El tráfico no avanza, los semáforos son sugerencia y el policía, quien tiene la última palabra, decide quién entra primero a la rotonda. Titán, el chofer de la Van en la que venimos, malabarea y toma atajos para hacernos llegar a tiempo. Y por a tiempo me refiero a media hora antes de que salga el vuelo. Nos reunimos con el grupo en el aeropuerto, más caras nuevas que conocidas. Con nervios de cómo se fuera a formar el grupo, desde el primer instante todos entendimos que cada quien es una pieza vital para el éxito de la misión. Sin conocernos todos teníamos en común un objetivo, y toda la preparación detrás hasta ese momento para llegar a él.

CADENA llenaba todos los asientos de la avioneta, se cerró la puerta dejando entrar como último pasajero la sensación de que algo grande comenzaba. Después de unas escalas, turbulencia y la notoria diferencia de climas, aterrizamos en Lodwar. Desde el avión empezamos a notar el cambio de suelo, de verde a árido, y el silencio nos invadía, un agujero en el estómago. A un vuelo y otro mundo.

Pasamos la noche en el hotelito. Calor, moscos y un agujero en el piso como escusado. Sudor y tierra, y por primera vez me dio gusto escuchar que no hubiera agua caliente. Despertamos antes del amanecer, para dar inicio a la racha de días en los que trabajaríamos de sol a sol. Empapada y mal descansada pero más energetizada que nunca. Lista para emprender la aventura y entregar el alma. Cargamos el safari bus y a darle. Viento de ese que cansa los ojos, pero alivia el calor. La transición de pobreza a la nada. De estar en una ciudad de escasos recursos, empezamos a entrar a la inmensidad del cuerno de África y el panorama se ve completamente diferente. Algo que nunca había visto jamás.

Unas casitas (si es que les podemos llamar así) por aquí y otras por allá. Nunca más de diez juntas, ninguna pista de civilización como la conocemos, ni de organización bajo nuestro contexto. Aquí más que nunca se pone a prueba lo que damos por hecho como objetivo y se desnudan nuestras ideas establecidas, comprobando una vez más que todo es relativo a su contexto. Entre más nos adentramos, más trabajo me cuesta ver. Niños chiquitos y flaquitos corren hacia el camión gritando y haciendo señas con la mano, moviéndola hacia su boca, pidiendo comida.

No hay pasto, solo tierra y nidos de termitas, kilómetros y kilómetros de desierto, surcos en el piso y ríos secos. De vez en cuando, la gente se junta a excavar en búsqueda de agua.
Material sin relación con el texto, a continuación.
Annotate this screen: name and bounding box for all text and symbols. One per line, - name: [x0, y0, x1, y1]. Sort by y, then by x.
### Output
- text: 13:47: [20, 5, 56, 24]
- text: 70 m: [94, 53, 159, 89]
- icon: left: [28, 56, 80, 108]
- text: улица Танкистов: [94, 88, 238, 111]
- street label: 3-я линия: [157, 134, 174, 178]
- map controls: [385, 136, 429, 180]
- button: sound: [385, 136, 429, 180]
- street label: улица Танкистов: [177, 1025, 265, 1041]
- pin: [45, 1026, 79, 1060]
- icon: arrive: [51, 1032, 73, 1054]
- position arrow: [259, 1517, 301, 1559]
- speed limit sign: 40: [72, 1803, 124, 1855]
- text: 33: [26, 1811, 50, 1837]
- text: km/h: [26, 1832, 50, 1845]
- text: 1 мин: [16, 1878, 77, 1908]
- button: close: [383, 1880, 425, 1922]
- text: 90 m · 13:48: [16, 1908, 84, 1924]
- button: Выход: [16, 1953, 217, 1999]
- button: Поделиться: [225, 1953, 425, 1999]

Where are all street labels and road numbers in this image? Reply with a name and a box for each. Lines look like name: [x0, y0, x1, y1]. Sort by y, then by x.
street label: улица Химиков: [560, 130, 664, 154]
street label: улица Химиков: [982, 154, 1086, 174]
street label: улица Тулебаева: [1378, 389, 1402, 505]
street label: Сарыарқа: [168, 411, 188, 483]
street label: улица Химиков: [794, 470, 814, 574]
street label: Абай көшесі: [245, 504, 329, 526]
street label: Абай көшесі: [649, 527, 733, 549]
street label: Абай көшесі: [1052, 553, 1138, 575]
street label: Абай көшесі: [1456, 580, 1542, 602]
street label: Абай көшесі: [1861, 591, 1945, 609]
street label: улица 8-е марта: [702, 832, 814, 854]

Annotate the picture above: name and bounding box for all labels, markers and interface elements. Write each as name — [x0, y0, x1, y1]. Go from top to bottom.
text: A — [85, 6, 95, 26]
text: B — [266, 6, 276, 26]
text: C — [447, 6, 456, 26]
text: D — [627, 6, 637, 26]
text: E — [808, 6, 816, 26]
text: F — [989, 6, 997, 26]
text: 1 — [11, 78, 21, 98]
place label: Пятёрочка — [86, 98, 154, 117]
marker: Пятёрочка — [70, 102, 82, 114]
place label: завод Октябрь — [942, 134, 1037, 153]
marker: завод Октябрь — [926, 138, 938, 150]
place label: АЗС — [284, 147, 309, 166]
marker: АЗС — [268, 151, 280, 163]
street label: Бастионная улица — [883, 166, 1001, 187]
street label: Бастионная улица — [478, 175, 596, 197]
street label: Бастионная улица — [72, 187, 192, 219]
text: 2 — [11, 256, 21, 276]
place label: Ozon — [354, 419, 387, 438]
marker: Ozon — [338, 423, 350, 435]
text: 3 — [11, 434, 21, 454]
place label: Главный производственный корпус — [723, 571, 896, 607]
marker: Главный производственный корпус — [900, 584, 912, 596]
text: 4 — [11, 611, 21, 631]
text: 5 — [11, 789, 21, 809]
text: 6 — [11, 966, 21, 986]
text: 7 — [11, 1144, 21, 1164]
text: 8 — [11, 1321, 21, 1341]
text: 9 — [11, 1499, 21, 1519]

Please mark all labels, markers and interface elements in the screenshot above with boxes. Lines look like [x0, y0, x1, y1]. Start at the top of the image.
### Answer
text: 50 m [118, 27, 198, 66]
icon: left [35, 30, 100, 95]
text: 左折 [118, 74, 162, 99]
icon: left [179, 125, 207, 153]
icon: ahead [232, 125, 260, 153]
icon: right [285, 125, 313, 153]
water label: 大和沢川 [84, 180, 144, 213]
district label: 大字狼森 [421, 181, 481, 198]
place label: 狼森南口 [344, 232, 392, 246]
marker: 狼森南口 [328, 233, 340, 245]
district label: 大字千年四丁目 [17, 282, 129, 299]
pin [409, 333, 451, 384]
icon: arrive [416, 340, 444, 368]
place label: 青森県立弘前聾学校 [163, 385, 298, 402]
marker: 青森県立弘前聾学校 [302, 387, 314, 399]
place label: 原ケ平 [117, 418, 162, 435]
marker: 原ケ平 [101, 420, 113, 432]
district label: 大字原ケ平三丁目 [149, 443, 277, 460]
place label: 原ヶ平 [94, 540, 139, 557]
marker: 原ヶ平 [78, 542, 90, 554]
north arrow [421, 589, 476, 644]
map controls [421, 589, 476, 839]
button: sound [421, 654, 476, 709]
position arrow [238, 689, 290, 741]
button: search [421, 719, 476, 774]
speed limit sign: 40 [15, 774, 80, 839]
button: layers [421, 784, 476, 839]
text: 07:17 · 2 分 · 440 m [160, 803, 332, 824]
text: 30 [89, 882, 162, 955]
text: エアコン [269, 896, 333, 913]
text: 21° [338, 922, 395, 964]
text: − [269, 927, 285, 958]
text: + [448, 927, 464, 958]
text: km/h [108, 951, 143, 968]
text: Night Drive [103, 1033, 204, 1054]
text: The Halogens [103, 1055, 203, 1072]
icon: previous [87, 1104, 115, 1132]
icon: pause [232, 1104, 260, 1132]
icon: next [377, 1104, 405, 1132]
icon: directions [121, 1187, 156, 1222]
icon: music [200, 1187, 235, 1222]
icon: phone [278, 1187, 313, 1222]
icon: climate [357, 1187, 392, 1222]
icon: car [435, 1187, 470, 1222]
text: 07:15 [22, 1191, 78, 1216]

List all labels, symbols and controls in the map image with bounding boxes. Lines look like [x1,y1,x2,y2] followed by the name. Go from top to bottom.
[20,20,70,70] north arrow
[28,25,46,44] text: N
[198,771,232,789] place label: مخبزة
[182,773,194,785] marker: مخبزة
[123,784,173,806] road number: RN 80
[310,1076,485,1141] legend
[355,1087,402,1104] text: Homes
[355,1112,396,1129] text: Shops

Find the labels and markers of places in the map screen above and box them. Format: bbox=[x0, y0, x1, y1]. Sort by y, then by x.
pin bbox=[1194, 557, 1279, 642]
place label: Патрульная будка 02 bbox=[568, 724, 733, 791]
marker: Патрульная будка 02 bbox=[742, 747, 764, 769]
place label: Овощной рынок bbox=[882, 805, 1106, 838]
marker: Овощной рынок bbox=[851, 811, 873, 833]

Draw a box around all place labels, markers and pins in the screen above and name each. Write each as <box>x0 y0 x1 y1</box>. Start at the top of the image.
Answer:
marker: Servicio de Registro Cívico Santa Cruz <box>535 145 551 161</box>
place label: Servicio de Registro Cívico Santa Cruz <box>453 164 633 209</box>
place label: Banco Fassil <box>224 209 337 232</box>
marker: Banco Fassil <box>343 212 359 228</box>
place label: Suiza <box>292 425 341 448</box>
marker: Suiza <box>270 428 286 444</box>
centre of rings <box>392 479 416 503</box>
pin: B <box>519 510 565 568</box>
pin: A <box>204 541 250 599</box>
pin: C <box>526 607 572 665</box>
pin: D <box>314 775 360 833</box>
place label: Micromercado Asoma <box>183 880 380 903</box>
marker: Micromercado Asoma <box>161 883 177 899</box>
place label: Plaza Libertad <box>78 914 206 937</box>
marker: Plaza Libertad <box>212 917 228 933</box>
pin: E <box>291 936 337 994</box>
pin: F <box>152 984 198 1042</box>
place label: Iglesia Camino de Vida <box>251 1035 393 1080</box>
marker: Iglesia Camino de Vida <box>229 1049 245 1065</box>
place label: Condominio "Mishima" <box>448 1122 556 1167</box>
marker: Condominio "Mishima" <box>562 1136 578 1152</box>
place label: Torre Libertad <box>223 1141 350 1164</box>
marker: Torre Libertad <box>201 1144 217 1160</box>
Los niños se meten a los agujeros con cubetas para sacar agua, varios no logran salir después.

Entramos a las rejas que nos vuelven extraños al lugar. Físicamente no hay nadie como nosotros. La barda del kínder nos acoge y de cierto modo nos protege de esa magnitud e inmensidad desconocida. Para nuestra suerte, los cuerpos de seguridad que viajan a todas partes con nosotros ya habían descargado el camión que llegó en la madrugada, rodando de noche para evitar que sus llantas se derritan con el calor del piso. Incontables costales de arroz, frijol y harina de maíz convirtieron el salón de estudios en una bodega. Y ahí entramos nosotros.

Aprovechando y corriendo contra las últimas horas de luz del día. Tasajeando costales, abriendo bolsas, pesando cuatro kilogramos y dividiendo esas cantidades industriales en porciones familiares. Entramos en un mecanismo automatizado, sin parar, hasta que llegó la segunda parte del grupo que había tenido problemas con los jeeps más temprano.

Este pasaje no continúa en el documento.